During this tense time, on Oct. 9, 1973, Nabokov sent a check to Levavi in support of the Israeli defense army for what would later become known as the Yom Kippur War. The accompanying note, reproduced in Selected Letters, contained the following sentence with a phrase that would have been worthy of becoming a political neologism: “I would like to make a small contribution to Israel’s defense against the Arabolshevist aggression.” Nabokov asked the recipient to forward the check at his own discretion: “May I beg you to forward the enclosed check. I am leaving the name in blank because I don’t know to what organization exactly it should go.”
This gesture was yet another proof of what Nabokov had earlier admitted in an unpublished typescript of his interview with Nurit Beretzky, then a young reporter for the leading Israeli newspaper Maariv, who asked about Nabokov’s opinion of the current situation in the Middle East: “I can only reply to your question about the Near East in a very amateur way: I fervently favor total friendship between America and Israel and am emotionally inclined to take Israel’s side in all political matters.”
What might have attracted Nabokov to Levavi, a younger man engaged in a completely different field of endeavor? One gets the impression that a number of factors played a role. First among these was a common general interest in world literature. It also helped that Levavi’s profession was the traditional Nabokov family career: The author’s father and grandfather had been in government service and politics at the highest levels, and his uncle Konstantin had served on a number of diplomatic missions to London at a time somewhat like Levavi’s, during that period when, to use the words of Konstantin from his 1921 memoirs, “elemental events that were unleashed as a result of the European War … began to strike cruel blows at the national dignity of Russia.” The two men shared an equal disgust for both fascism and communism: When he visited Soviet Russia, it was with the eyes of a foreigner that Levavi saw the regime and the scale of the Bolshevik terror. In addition, Levavi had visited Leningrad/Petersburg, the city where Nabokov grew up. The ambassador told a Swiss acquaintance that, despite the new name and the still visible effects of the three-year blockade and bombardment in World War II, Leningrad in 1949 remained a city of unrivaled beauty.

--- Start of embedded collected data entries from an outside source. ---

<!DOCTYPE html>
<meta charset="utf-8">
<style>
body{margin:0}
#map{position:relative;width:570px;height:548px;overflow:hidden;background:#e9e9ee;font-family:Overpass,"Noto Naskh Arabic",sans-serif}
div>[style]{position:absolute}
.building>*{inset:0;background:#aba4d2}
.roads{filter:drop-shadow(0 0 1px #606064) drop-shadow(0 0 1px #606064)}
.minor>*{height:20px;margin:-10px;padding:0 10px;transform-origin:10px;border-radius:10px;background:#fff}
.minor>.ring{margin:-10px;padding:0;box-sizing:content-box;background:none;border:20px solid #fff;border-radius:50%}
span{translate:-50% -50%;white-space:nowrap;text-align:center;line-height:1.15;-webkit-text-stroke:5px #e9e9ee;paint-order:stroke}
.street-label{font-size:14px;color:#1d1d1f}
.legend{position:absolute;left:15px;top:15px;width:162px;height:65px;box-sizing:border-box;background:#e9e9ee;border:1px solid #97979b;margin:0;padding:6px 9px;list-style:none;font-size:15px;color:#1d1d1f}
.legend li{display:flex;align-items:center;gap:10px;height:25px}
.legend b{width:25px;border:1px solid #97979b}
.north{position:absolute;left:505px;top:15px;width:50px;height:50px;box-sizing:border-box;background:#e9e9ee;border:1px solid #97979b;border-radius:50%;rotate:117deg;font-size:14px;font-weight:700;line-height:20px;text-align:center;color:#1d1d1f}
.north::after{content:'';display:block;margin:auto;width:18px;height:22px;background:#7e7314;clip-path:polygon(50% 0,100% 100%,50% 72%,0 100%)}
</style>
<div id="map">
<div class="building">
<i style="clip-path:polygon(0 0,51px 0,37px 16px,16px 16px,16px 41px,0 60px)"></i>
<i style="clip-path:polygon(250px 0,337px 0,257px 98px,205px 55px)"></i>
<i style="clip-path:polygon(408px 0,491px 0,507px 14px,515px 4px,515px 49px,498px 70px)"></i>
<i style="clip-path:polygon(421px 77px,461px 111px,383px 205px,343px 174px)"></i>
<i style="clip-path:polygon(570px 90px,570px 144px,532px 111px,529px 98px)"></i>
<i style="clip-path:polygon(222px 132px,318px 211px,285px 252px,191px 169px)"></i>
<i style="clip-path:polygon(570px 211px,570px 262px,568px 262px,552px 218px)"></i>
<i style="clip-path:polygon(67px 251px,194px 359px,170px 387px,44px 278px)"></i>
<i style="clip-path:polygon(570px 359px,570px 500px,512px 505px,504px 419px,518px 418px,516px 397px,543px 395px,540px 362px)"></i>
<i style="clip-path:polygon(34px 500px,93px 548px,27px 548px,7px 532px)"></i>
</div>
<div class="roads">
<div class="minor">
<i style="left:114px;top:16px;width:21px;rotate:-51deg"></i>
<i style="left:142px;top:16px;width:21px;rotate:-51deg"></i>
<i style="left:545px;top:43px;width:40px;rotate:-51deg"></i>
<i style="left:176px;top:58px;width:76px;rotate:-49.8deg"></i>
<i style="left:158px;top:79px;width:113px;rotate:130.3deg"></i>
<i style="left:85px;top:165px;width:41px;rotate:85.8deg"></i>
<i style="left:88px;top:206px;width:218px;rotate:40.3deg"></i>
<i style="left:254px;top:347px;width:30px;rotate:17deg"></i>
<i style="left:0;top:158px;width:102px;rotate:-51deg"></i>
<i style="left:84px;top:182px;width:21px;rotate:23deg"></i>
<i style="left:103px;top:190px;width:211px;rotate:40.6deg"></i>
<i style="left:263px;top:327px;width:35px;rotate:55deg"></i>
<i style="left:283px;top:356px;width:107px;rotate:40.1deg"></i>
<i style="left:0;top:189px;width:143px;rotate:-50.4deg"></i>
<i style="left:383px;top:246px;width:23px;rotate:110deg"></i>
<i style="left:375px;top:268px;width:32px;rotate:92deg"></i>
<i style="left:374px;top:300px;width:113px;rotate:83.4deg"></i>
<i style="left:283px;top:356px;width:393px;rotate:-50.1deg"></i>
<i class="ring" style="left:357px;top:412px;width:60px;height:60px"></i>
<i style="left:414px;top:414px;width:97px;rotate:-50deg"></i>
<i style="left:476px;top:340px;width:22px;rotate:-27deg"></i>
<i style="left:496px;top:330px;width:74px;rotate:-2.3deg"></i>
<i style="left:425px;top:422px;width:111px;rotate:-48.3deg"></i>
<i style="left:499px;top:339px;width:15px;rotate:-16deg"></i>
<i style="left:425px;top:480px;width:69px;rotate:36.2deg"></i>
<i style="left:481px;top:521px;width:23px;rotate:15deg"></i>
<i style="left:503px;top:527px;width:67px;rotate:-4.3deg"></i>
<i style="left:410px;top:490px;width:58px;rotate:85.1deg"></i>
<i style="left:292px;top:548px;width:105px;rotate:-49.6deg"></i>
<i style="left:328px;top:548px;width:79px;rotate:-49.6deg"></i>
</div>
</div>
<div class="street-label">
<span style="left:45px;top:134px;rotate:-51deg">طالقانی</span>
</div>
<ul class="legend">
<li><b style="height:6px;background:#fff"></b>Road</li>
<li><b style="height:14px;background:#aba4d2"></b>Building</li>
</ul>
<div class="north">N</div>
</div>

I do not wish to exaggerate: The relationship of the ambassador and the would-be guest of his country never ventured outside the bounds of close acquaintanceship. But there is reason to believe that it subtly crossed over into something more than the reverence of typical diplomatic good manners. If nothing else, there is lasting proof of it, found in the wonderful butterflies on Levavi’s copies of Nabokov’s books, drawn especially for the diplomat. And though no one knows whether Russian literature would have benefited from any “Jerusalem prose” that might have come from Nabokov’s pen had his wish to visit Israel been fulfilled, the story of his life cannot be told without this unrealized shadow of a possibility.
As for Levavi, after he retired he composed philosophical treatises and sometimes taught university courses on a voluntary basis. He died in 2009—nine years after our meeting in Jerusalem—at the age of 97.